**Problem**
Copy every line from the data below in which the string "body" can be found.

+--

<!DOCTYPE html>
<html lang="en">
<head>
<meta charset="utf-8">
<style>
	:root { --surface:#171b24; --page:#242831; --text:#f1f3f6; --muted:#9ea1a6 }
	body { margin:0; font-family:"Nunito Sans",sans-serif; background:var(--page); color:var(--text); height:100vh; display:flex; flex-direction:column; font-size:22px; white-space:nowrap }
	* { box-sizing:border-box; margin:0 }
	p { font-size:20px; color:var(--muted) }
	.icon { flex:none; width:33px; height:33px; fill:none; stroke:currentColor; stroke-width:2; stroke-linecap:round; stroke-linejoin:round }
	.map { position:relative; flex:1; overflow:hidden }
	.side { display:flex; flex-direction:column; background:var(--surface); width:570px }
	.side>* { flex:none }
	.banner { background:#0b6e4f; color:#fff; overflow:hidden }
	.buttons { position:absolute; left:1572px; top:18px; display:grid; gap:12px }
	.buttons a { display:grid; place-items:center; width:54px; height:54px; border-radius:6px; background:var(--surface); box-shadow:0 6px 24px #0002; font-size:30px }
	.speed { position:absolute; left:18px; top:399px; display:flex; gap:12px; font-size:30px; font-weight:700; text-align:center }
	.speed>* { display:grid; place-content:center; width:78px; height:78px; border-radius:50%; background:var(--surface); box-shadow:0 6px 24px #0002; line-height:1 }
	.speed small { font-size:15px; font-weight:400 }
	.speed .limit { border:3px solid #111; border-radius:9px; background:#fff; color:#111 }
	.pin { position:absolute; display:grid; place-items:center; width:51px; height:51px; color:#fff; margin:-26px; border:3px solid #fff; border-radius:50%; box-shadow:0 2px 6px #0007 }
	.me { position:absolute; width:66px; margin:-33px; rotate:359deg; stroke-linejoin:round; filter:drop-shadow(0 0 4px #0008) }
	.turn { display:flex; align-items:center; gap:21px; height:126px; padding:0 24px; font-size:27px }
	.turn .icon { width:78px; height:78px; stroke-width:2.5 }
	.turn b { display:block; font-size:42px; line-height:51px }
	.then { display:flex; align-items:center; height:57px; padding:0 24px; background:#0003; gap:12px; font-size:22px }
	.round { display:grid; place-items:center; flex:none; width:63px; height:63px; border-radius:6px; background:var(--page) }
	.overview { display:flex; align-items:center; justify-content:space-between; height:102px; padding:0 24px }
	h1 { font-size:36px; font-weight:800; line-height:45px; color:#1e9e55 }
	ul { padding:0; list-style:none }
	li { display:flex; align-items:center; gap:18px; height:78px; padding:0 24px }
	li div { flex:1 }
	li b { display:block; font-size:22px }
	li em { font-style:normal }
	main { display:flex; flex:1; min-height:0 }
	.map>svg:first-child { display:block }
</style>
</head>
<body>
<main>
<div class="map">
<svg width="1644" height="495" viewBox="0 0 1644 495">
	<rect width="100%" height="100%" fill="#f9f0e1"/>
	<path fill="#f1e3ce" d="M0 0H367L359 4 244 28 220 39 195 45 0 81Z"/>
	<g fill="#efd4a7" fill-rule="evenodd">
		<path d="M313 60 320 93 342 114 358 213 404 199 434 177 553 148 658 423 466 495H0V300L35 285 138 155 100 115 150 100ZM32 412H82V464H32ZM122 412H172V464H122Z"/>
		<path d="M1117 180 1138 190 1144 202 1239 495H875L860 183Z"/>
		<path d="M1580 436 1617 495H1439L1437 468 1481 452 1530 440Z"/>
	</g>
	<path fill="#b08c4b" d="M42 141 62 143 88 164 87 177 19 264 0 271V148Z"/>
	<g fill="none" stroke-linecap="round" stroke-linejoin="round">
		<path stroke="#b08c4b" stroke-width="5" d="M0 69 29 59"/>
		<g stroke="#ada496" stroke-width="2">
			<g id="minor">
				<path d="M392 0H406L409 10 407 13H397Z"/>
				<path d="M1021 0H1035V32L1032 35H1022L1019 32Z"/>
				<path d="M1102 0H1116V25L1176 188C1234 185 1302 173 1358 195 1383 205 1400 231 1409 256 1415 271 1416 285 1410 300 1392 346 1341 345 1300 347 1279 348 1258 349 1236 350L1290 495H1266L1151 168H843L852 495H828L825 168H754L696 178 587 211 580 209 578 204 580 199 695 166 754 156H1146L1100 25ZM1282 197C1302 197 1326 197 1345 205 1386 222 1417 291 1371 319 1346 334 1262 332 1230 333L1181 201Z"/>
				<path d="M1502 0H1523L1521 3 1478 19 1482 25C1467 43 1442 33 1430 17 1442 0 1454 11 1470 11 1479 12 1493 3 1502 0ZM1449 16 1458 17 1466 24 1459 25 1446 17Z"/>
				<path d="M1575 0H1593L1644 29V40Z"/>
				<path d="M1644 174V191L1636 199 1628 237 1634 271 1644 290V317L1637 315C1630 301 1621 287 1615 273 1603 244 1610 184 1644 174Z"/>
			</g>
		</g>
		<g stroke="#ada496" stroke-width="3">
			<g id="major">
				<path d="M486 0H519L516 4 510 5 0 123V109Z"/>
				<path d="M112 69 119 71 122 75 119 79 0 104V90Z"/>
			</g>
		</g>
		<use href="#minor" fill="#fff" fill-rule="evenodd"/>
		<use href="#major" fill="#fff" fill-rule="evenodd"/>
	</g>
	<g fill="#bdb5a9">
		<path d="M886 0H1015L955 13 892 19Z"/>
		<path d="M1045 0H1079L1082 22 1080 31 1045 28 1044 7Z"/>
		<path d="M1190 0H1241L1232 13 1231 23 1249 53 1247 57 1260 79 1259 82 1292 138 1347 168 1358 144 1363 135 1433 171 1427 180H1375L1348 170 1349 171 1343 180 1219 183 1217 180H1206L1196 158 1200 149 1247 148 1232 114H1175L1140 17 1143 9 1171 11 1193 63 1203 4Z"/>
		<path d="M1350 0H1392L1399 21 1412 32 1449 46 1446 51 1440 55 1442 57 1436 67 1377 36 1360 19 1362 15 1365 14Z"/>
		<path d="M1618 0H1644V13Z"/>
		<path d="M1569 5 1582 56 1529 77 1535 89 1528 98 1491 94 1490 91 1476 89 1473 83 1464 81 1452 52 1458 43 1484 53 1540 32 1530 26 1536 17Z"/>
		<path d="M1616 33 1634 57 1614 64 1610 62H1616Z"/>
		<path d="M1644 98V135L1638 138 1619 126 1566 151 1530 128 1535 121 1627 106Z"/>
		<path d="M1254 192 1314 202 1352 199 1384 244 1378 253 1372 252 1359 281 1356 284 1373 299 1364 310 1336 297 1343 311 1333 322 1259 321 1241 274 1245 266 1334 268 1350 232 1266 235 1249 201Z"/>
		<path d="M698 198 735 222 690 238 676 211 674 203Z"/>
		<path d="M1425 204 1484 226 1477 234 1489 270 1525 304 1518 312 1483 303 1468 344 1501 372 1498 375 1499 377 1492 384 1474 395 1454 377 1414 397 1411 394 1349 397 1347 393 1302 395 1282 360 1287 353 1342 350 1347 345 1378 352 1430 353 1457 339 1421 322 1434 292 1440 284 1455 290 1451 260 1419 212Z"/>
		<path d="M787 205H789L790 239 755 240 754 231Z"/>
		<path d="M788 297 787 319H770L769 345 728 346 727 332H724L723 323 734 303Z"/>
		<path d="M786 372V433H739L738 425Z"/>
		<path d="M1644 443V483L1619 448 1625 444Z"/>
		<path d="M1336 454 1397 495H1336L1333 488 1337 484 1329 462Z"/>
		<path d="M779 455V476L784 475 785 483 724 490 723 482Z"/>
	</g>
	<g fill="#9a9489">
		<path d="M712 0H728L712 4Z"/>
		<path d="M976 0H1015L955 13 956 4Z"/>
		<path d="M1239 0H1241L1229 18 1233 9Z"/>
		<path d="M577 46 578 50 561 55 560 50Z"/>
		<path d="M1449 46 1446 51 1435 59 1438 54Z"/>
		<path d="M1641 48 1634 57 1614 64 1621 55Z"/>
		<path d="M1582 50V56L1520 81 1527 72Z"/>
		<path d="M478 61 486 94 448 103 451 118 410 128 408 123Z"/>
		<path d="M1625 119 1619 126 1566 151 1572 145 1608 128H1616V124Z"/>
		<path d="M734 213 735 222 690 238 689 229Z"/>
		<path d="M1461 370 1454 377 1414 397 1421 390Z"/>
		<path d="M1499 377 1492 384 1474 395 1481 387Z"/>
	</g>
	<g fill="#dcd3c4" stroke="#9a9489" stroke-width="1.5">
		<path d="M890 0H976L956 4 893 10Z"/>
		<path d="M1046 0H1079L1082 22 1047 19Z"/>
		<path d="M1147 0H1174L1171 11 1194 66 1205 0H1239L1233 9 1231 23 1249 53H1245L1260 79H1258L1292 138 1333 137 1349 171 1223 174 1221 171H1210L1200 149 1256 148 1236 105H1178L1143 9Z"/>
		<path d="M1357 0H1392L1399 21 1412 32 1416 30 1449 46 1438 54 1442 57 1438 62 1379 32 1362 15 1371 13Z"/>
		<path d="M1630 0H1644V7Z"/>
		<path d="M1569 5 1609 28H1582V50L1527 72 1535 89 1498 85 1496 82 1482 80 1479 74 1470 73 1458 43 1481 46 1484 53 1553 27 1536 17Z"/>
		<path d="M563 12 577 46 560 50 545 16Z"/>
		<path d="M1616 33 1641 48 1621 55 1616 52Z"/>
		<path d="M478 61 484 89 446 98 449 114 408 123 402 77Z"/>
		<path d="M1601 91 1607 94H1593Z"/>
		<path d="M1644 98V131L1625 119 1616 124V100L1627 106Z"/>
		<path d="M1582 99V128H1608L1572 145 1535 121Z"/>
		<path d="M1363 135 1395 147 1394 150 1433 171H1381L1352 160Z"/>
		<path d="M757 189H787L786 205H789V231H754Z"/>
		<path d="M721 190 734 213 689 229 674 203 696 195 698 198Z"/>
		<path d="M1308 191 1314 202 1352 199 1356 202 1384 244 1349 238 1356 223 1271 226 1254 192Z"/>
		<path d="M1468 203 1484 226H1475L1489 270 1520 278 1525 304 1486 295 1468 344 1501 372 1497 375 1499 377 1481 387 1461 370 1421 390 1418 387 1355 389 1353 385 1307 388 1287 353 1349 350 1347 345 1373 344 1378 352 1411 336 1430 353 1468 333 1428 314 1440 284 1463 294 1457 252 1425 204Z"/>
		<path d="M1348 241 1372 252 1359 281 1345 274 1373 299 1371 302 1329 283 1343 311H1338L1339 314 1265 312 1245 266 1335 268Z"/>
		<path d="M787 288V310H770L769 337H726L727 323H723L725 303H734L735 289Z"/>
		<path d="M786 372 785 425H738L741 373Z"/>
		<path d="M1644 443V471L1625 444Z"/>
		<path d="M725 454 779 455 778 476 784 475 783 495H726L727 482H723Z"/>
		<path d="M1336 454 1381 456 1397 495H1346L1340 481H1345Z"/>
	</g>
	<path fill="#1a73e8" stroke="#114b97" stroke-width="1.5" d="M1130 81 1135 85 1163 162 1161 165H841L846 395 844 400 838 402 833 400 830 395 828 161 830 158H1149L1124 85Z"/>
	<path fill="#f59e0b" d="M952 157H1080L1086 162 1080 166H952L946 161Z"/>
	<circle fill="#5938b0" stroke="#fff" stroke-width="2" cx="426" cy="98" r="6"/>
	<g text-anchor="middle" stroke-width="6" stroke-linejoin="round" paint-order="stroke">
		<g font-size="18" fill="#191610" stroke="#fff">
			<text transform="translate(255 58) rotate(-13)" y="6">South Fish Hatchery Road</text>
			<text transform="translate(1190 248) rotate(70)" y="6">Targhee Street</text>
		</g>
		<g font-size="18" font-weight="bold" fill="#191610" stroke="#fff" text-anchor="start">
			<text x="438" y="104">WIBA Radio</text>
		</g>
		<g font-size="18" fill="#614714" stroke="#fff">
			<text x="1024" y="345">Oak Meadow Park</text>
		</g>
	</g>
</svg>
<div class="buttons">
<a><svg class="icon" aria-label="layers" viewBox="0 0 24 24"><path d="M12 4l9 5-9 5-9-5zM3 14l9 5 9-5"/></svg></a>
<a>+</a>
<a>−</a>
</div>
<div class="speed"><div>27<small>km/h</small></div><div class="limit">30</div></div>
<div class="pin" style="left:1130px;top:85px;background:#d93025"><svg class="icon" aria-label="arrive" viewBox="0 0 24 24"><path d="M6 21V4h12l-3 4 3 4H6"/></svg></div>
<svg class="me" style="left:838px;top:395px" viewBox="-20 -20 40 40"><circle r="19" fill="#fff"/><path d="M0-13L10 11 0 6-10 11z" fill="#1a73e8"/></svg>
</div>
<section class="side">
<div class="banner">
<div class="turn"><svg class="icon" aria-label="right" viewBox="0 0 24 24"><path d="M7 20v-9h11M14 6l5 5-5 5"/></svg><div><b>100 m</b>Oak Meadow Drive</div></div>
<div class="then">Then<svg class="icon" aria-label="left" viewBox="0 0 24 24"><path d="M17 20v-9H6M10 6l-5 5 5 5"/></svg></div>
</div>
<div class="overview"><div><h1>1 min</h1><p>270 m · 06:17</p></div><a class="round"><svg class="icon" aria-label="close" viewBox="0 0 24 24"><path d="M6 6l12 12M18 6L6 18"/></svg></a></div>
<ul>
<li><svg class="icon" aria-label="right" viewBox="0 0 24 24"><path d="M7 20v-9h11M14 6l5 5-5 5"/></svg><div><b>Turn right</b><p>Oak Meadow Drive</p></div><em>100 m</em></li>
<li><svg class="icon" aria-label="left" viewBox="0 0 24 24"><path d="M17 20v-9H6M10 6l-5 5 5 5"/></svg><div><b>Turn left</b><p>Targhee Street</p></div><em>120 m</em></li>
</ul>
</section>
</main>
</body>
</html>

+--

**Completed exercise**
	body { margin:0; font-family:"Nunito Sans",sans-serif; background:var(--page); color:var(--text); height:100vh; display:flex; flex-direction:column; font-size:22px; white-space:nowrap }
<body>
</body>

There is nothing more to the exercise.